Aim of the exercise:
Within the listing below, show every line that contains the word "interface".
=== Begin Enclosure ===
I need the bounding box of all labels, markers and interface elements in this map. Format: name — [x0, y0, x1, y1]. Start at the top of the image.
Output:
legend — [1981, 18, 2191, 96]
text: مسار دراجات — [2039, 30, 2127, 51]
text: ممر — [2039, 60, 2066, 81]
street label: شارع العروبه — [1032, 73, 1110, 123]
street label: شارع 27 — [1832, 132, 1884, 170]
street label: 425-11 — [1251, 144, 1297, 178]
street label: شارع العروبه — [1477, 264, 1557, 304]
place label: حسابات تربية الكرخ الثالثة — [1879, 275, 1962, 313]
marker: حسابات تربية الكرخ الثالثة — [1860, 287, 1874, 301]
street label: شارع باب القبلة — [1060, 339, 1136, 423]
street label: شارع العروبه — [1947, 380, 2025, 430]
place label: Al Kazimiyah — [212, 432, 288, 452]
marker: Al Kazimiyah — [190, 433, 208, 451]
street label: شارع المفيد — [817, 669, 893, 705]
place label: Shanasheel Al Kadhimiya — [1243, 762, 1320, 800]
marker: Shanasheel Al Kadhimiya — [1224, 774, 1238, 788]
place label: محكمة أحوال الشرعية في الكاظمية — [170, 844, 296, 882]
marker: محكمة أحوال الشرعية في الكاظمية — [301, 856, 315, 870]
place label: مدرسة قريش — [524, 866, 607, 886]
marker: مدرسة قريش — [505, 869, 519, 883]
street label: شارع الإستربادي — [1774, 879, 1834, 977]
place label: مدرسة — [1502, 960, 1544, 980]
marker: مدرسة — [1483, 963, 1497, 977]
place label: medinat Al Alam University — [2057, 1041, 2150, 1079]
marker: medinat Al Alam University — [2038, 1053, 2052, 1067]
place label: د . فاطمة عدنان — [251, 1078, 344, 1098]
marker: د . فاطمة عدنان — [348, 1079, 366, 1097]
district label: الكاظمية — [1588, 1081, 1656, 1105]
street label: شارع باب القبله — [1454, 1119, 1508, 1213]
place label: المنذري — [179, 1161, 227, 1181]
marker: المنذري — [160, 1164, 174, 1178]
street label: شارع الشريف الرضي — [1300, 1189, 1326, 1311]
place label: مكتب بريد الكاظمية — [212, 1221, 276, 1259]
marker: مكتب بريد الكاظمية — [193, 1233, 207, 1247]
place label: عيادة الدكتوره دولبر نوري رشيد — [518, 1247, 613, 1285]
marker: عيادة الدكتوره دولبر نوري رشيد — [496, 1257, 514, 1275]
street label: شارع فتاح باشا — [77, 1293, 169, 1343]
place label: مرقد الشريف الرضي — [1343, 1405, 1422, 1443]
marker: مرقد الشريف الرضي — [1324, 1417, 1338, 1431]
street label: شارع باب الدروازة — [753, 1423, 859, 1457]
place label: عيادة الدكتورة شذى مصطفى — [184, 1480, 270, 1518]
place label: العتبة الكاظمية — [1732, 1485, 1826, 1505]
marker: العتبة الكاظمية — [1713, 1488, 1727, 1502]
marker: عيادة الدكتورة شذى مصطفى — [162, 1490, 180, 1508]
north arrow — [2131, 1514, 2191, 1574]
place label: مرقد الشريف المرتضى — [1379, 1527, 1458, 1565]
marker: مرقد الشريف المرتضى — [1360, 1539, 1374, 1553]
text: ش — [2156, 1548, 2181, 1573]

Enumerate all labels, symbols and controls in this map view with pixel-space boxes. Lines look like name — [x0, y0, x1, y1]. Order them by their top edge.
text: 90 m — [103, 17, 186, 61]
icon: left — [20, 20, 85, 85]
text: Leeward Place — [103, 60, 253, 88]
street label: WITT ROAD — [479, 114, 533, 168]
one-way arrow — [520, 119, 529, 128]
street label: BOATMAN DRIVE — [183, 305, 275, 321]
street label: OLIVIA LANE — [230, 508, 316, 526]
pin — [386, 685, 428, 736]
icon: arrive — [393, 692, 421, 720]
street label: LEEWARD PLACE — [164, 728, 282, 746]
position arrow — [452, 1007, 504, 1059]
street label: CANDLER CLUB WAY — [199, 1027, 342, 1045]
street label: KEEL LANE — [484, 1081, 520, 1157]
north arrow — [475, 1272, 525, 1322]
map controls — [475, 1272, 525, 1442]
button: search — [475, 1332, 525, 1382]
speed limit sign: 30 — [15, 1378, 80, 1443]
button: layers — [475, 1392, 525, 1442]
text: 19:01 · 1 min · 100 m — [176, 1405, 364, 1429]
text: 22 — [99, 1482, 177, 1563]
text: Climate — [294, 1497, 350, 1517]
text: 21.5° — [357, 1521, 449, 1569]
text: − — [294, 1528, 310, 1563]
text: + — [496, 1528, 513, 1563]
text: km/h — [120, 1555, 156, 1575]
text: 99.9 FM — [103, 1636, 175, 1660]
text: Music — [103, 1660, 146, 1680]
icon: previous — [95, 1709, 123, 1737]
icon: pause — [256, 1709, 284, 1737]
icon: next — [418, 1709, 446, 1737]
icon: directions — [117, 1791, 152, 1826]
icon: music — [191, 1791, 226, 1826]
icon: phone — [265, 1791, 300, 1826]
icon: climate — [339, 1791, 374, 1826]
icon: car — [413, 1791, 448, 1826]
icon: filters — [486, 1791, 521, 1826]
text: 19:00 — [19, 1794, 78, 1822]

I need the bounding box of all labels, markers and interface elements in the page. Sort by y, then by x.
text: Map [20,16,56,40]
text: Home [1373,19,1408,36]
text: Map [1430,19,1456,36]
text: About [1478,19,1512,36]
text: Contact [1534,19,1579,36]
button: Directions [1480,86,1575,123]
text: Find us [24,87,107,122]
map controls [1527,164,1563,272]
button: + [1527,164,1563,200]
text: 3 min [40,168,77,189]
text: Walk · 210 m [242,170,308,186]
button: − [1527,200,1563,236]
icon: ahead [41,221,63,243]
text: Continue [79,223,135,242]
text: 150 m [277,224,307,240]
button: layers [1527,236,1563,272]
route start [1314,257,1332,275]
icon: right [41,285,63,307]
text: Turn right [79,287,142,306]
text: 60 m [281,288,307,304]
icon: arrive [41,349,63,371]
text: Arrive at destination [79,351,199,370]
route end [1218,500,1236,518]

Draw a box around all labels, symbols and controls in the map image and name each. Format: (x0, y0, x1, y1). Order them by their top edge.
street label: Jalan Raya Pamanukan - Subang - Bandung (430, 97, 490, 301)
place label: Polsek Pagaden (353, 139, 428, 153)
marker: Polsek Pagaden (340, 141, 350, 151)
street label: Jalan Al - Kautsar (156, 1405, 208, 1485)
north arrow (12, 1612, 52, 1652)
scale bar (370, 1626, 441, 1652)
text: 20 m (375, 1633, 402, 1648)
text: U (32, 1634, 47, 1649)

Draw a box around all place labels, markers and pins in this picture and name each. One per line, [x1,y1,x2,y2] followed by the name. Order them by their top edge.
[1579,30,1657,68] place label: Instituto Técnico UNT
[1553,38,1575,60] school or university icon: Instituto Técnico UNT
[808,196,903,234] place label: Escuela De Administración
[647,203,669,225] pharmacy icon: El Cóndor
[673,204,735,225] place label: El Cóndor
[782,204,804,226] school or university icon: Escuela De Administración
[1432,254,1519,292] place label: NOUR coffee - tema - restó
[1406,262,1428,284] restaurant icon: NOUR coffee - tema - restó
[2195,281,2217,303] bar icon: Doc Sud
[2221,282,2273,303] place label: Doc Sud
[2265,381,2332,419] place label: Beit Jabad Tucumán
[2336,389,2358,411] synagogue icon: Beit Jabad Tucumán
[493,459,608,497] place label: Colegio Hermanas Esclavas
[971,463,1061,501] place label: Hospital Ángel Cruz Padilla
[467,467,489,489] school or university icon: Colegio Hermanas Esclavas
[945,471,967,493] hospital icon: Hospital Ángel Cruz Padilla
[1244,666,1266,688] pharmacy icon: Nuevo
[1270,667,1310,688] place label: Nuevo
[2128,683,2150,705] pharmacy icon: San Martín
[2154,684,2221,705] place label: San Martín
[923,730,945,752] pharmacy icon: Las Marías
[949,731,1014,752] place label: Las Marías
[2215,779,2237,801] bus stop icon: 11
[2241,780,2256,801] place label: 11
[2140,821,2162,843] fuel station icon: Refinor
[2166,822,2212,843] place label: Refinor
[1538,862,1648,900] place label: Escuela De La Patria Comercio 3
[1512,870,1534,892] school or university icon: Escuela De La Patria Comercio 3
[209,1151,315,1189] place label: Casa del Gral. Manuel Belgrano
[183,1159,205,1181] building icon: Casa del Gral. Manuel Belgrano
=== End Enclosure ===
Answer for this exercise:
I need the bounding box of all labels, markers and interface elements in this map. Format: name — [x0, y0, x1, y1]. Start at the top of the image.
I need the bounding box of all labels, markers and interface elements in the page. Sort by y, then by x.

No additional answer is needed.